• **Goal of the exercise**
Leave out the images and repeat every entry below exactly.
── Recorded data ──
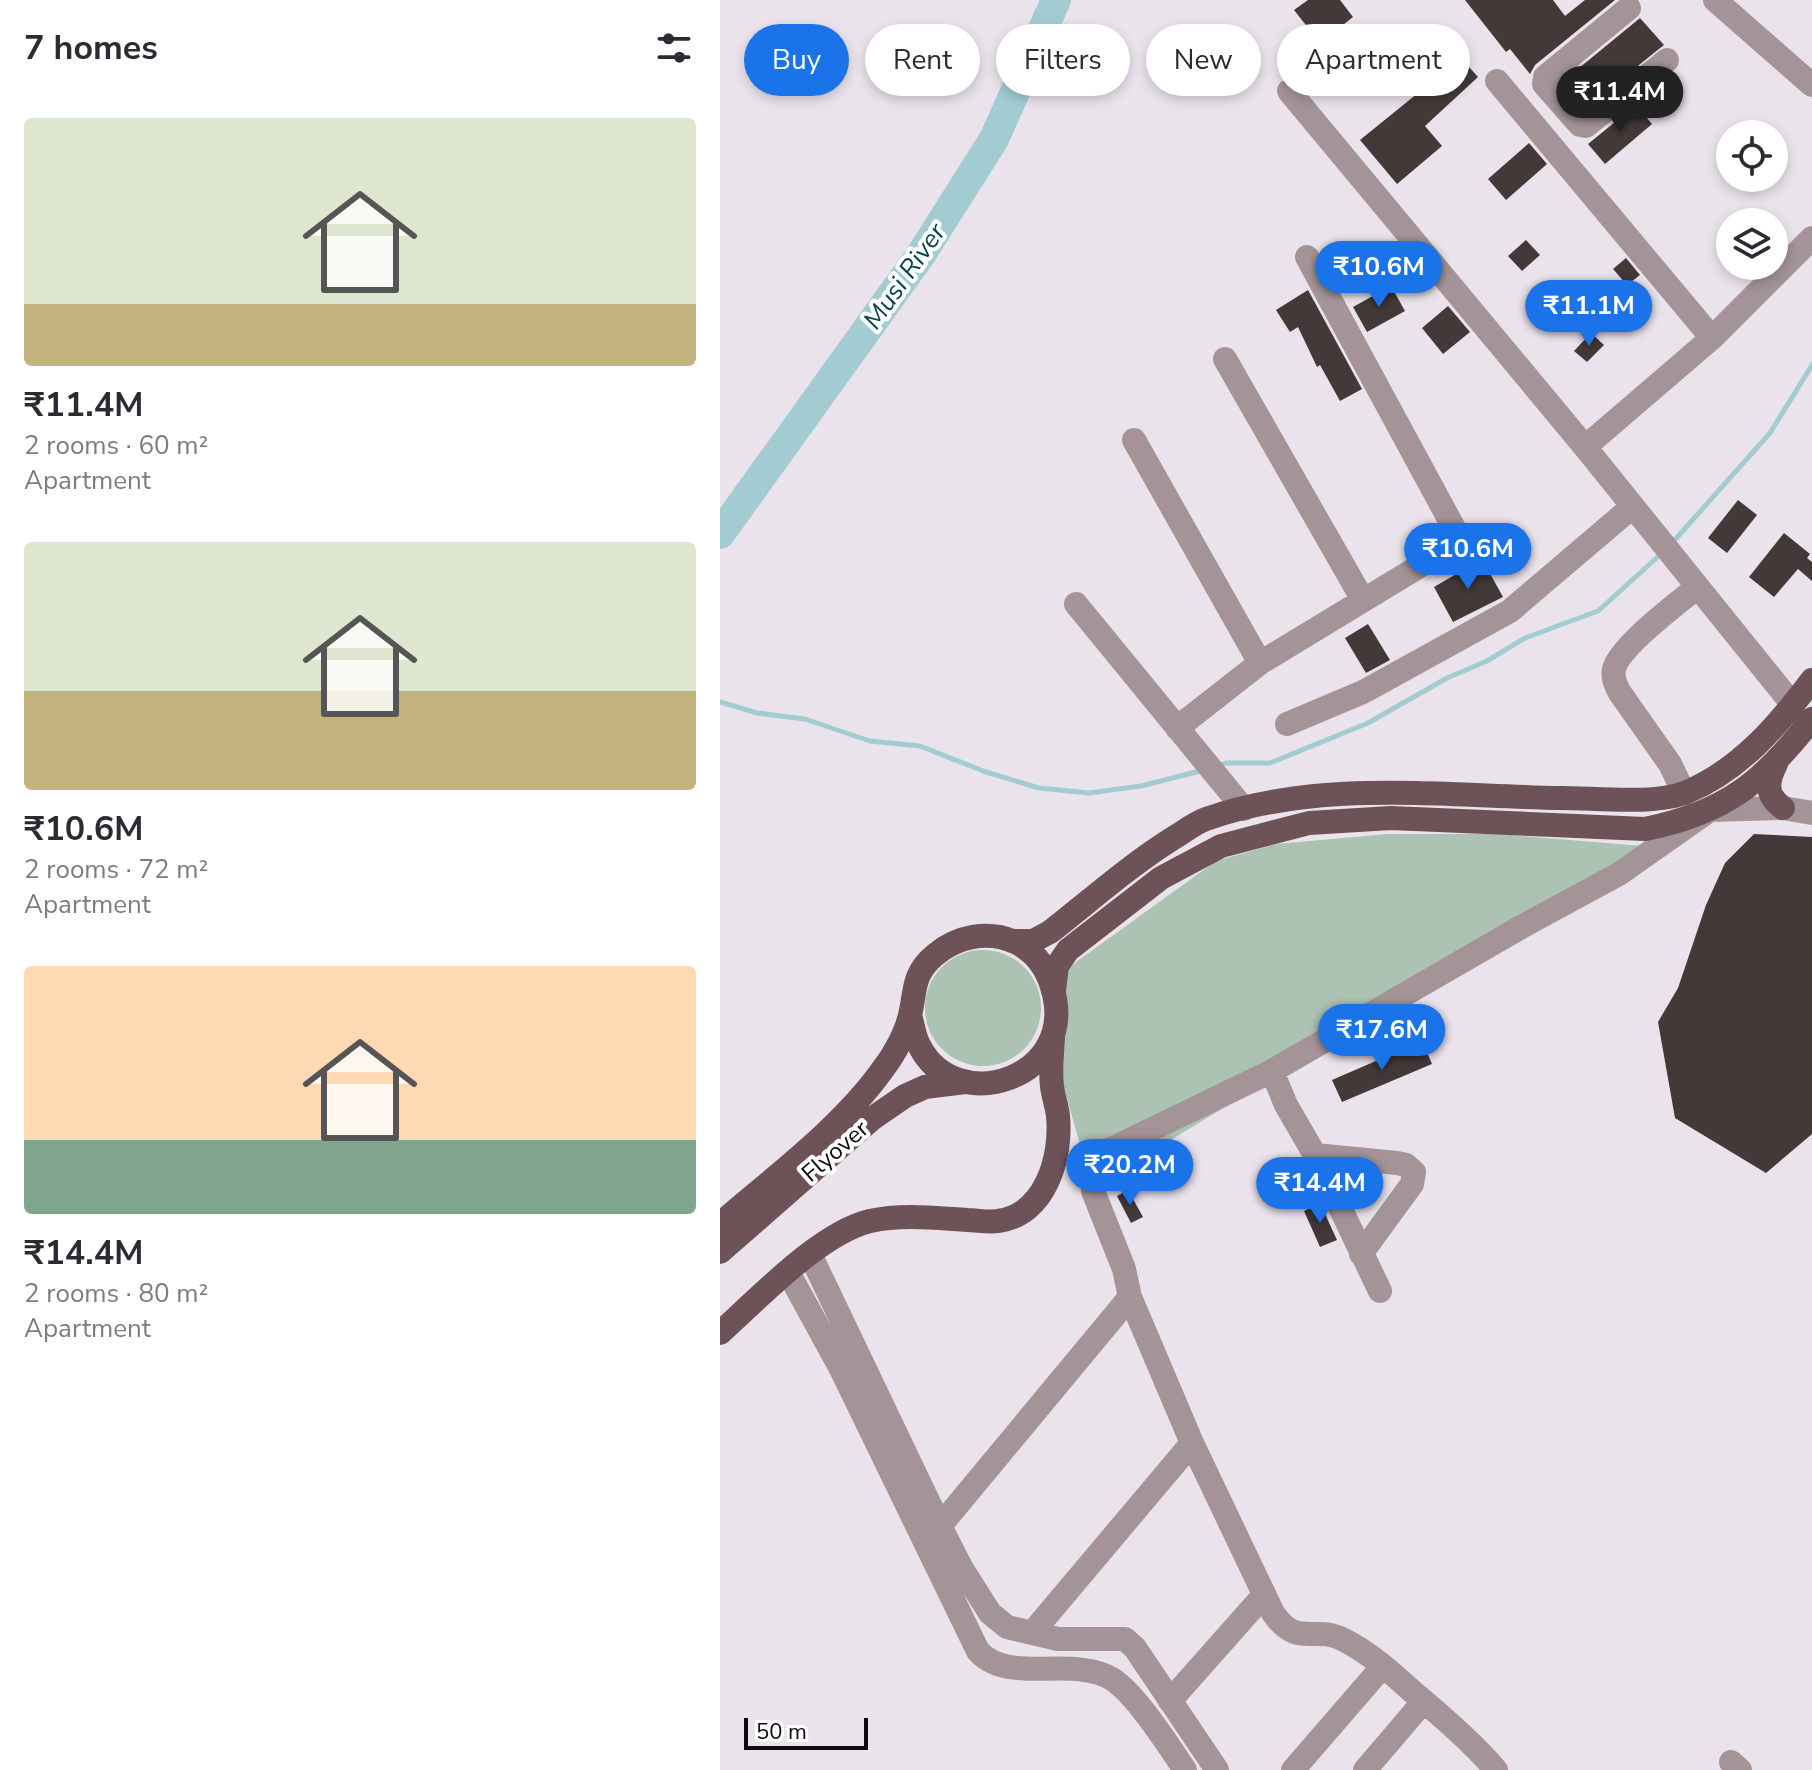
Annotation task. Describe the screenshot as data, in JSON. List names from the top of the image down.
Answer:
{
  "streets": {
    "main road": ["Flyover"]
  },
  "water": ["Musi River"],
  "scale_bar": "50 m",
  "page": {
    "heading": "7 homes",
    "chip": [
      "Buy",
      "Rent",
      "Filters",
      "New",
      "Apartment"
    ],
    "price": [
      "₹11.4M",
      "₹10.6M",
      "₹11.1M",
      "₹10.6M",
      "₹17.6M",
      "₹20.2M",
      "₹14.4M"
    ],
    "list": [
      {
        "name": "₹11.4M",
        "note": "2 rooms · 60 m² · Apartment"
      },
      {
        "name": "₹10.6M",
        "note": "2 rooms · 72 m² · Apartment"
      },
      {
        "name": "₹14.4M",
        "note": "2 rooms · 80 m² · Apartment"
      }
    ],
    "scale": "50 m"
  }
}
───
• **Exercise response**
Annotation task. Describe the screenshot as data, in JSON. List names from the top of the image down.
Answer:
{
  "streets": {
    "main road": ["Flyover"]
  },
  "water": ["Musi River"],
  "scale_bar": "50 m",
  "page": {
    "heading": "7 homes",
    "chip": [
      "Buy",
      "Rent",
      "Filters",
      "New",
      "Apartment"
    ],
    "price": [
      "₹11.4M",
      "₹10.6M",
      "₹11.1M",
      "₹10.6M",
      "₹17.6M",
      "₹20.2M",
      "₹14.4M"
    ],
    "list": [
      {
        "name": "₹11.4M",
        "note": "2 rooms · 60 m² · Apartment"
      },
      {
        "name": "₹10.6M",
        "note": "2 rooms · 72 m² · Apartment"
      },
      {
        "name": "₹14.4M",
        "note": "2 rooms · 80 m² · Apartment"
      }
    ],
    "scale": "50 m"
  }
}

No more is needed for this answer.